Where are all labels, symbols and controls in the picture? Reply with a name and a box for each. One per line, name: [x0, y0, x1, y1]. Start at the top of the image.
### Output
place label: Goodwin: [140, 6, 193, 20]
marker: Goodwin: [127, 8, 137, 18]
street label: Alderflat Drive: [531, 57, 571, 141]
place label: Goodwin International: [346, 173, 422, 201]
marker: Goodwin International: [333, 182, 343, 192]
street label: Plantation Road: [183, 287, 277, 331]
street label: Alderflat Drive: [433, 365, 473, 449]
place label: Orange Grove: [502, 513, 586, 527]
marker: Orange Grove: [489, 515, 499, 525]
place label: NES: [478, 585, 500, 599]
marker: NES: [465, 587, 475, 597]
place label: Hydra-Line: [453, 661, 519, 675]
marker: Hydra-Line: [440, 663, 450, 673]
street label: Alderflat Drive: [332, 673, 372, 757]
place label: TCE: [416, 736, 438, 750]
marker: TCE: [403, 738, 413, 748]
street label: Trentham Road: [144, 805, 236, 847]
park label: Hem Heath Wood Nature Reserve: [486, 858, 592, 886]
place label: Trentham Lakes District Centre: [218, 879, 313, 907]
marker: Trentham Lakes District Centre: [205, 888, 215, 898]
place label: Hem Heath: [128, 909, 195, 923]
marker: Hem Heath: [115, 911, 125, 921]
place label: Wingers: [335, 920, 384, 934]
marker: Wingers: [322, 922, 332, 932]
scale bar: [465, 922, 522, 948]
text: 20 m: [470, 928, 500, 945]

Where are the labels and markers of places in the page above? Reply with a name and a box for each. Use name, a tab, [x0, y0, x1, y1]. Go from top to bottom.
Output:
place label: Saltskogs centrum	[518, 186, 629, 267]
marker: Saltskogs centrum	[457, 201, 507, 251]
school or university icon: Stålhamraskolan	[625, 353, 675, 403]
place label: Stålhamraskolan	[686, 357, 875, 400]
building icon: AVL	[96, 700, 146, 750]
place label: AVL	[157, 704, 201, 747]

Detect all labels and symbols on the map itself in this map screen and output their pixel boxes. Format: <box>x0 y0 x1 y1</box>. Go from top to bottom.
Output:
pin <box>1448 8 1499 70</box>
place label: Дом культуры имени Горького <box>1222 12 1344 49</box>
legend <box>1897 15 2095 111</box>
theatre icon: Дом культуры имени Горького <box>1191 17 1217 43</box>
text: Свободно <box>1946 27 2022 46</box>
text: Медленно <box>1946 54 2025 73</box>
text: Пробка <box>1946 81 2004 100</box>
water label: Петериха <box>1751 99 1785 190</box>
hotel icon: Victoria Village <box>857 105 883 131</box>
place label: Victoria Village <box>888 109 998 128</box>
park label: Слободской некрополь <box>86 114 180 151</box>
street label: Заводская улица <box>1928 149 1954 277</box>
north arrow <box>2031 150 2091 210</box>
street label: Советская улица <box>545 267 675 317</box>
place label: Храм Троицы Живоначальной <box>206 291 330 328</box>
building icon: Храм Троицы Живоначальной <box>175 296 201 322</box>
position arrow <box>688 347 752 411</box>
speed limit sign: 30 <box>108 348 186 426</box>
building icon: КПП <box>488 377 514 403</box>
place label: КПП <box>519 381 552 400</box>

▸ **What is being asked**
Will you return exactly the lines above from the one with "Where are the" down to the one with "Detect all labels", counting both as part of the range?

▸ **Result**
Where are the labels and markers of places in the page above? Reply with a name and a box for each. Use name, a tab, [x0, y0, x1, y1]. Go from top to bottom.
Output:
place label: Saltskogs centrum	[518, 186, 629, 267]
marker: Saltskogs centrum	[457, 201, 507, 251]
school or university icon: Stålhamraskolan	[625, 353, 675, 403]
place label: Stålhamraskolan	[686, 357, 875, 400]
building icon: AVL	[96, 700, 146, 750]
place label: AVL	[157, 704, 201, 747]

Detect all labels and symbols on the map itself in this map screen and output their pixel boxes. Format: <box>x0 y0 x1 y1</box>. Go from top to bottom.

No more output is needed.